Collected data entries
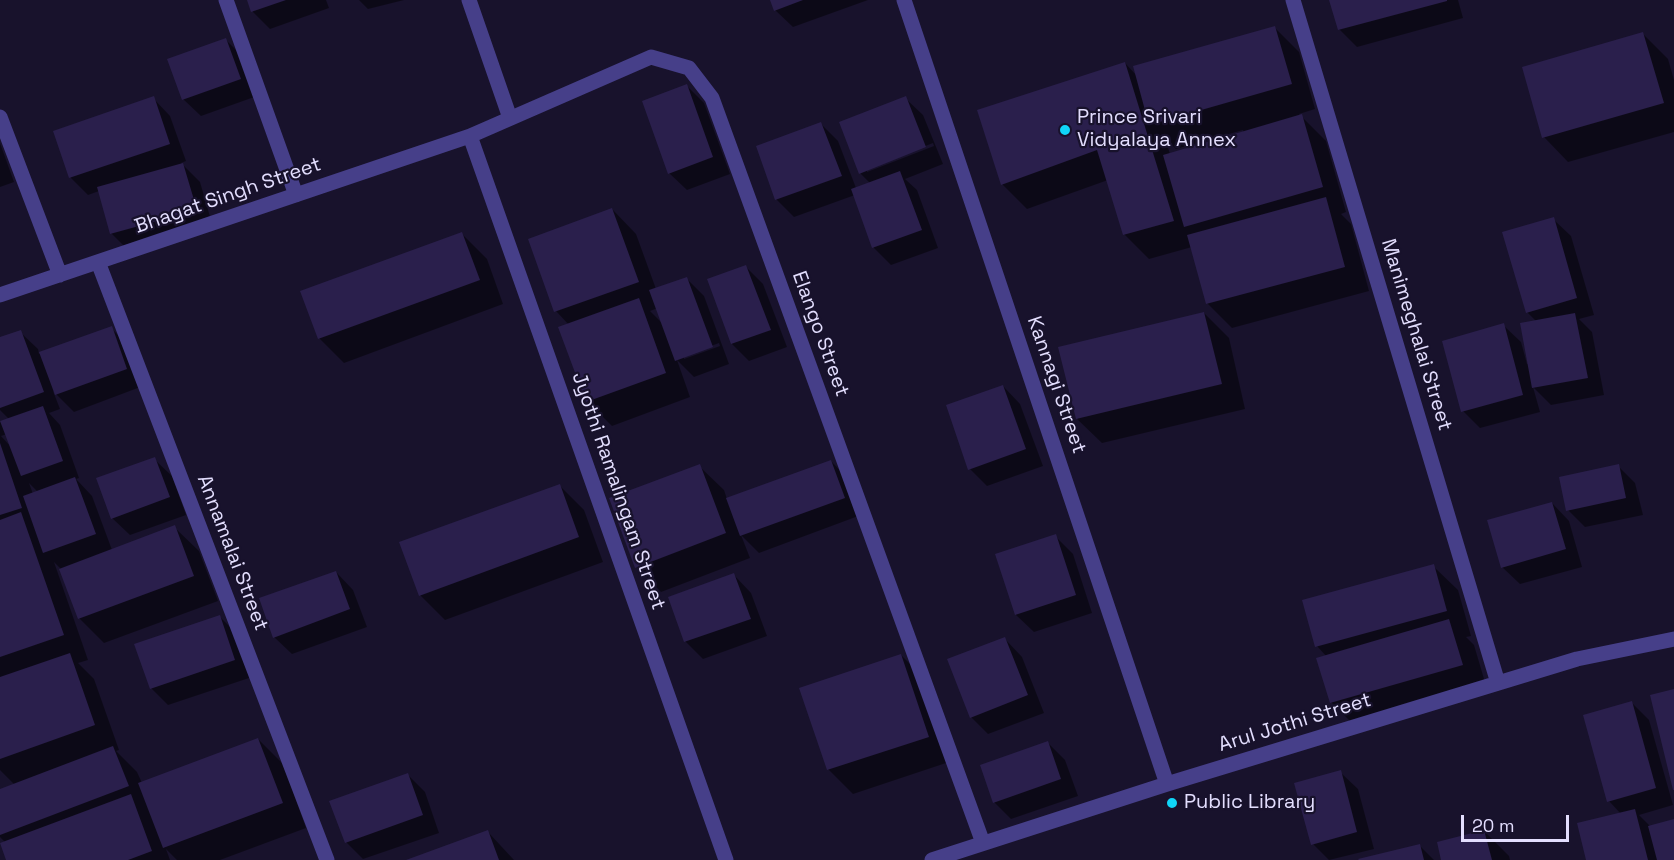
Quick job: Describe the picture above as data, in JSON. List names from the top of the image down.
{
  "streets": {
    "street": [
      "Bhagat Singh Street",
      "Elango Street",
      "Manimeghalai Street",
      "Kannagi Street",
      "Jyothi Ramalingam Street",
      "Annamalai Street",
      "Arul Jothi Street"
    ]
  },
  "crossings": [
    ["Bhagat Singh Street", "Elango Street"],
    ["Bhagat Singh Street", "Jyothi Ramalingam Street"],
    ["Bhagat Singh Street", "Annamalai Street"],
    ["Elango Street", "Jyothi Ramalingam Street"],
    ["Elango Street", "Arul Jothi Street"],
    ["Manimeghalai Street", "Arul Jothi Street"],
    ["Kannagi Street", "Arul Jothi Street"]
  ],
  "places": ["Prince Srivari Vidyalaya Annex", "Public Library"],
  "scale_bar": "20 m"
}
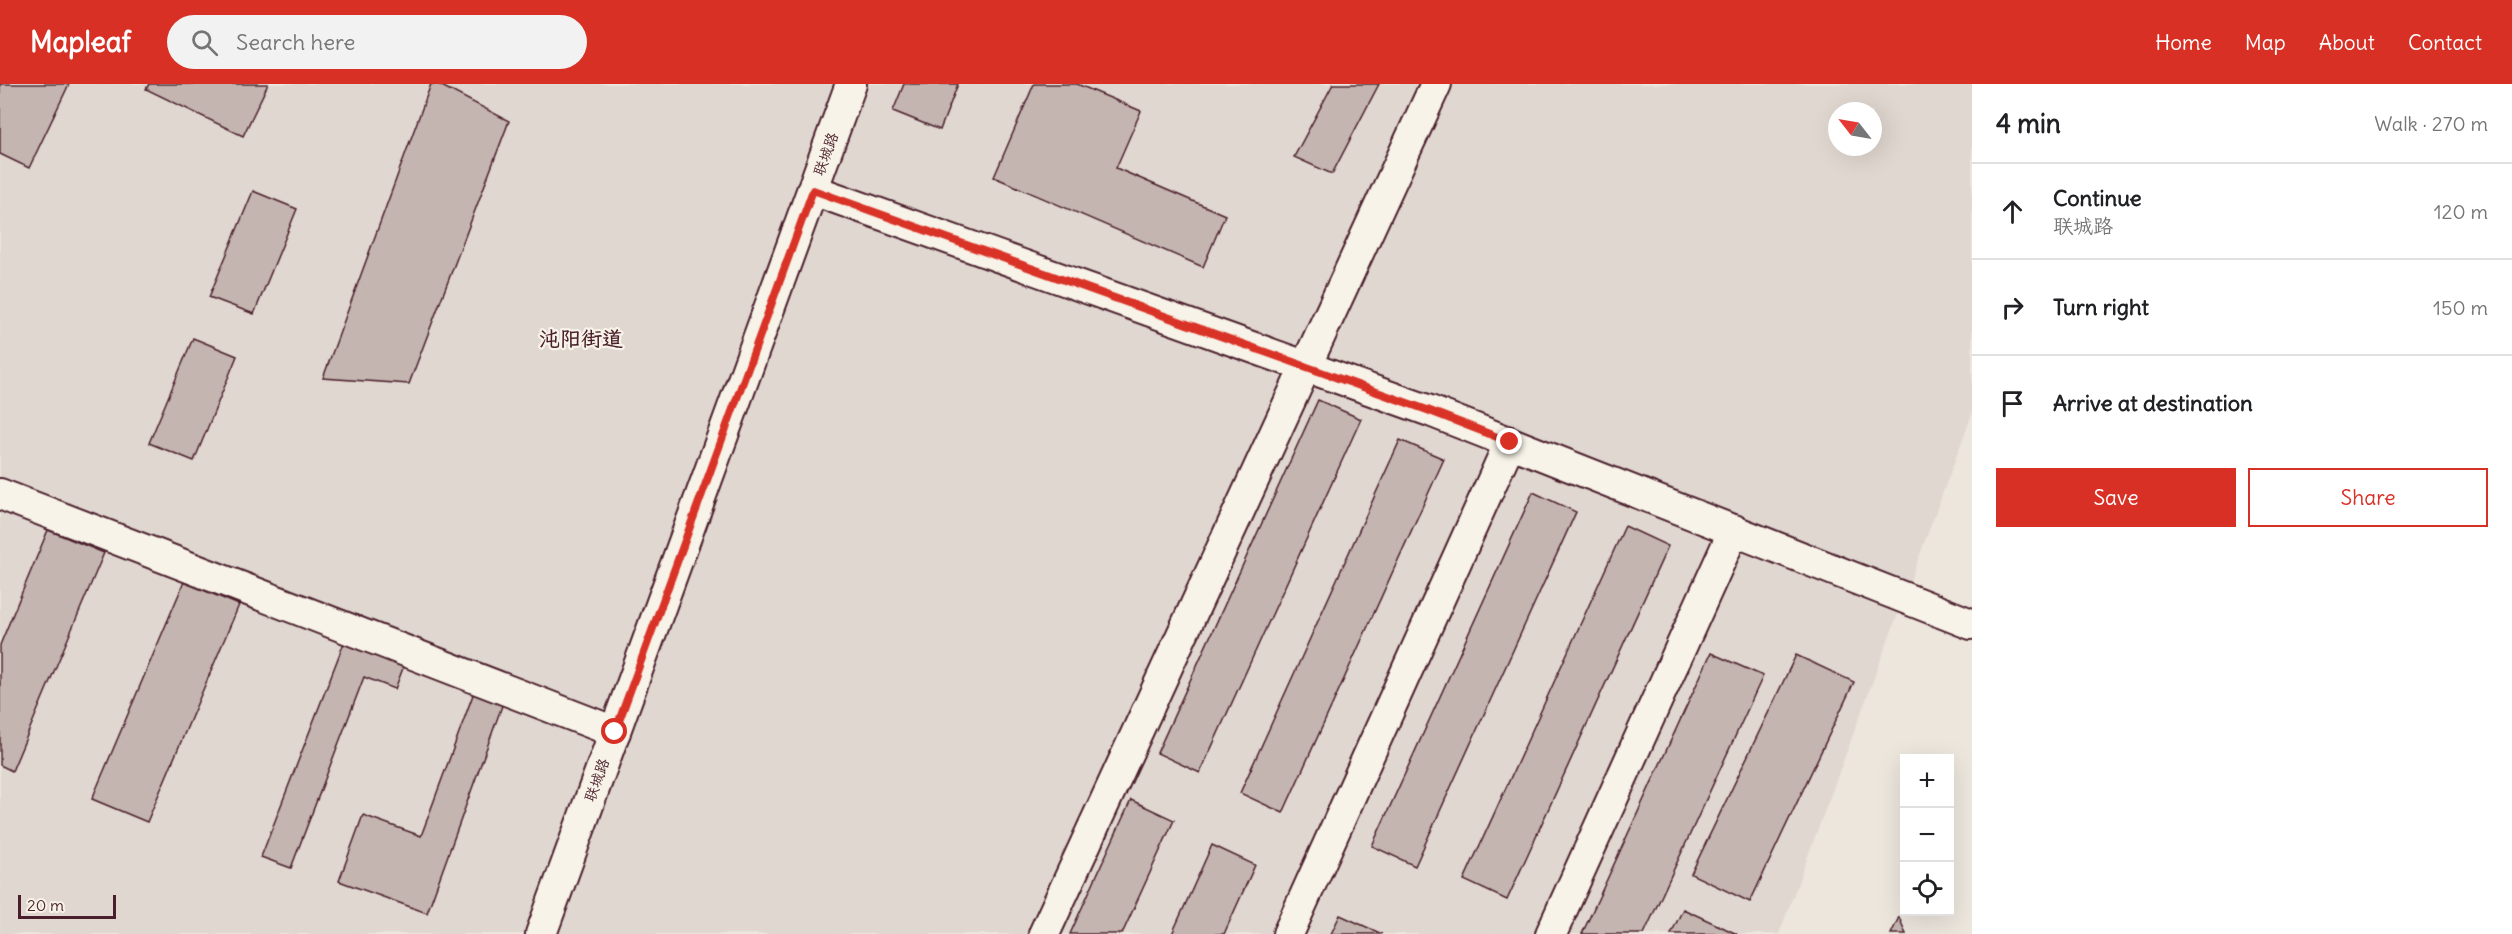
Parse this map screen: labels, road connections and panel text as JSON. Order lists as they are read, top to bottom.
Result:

Work task: All entries must be output exactly as they stand, and every picture must be left out.

Answer to the problem:
Quick job: Describe the picture above as data, in JSON. List names from the top of the image down.
{
  "streets": {
    "street": [
      "Bhagat Singh Street",
      "Elango Street",
      "Manimeghalai Street",
      "Kannagi Street",
      "Jyothi Ramalingam Street",
      "Annamalai Street",
      "Arul Jothi Street"
    ]
  },
  "crossings": [
    ["Bhagat Singh Street", "Elango Street"],
    ["Bhagat Singh Street", "Jyothi Ramalingam Street"],
    ["Bhagat Singh Street", "Annamalai Street"],
    ["Elango Street", "Jyothi Ramalingam Street"],
    ["Elango Street", "Arul Jothi Street"],
    ["Manimeghalai Street", "Arul Jothi Street"],
    ["Kannagi Street", "Arul Jothi Street"]
  ],
  "places": ["Prince Srivari Vidyalaya Annex", "Public Library"],
  "scale_bar": "20 m"
}
Parse this map screen: labels, road connections and panel text as JSON. Order lists as they are read, top to bottom.
Result:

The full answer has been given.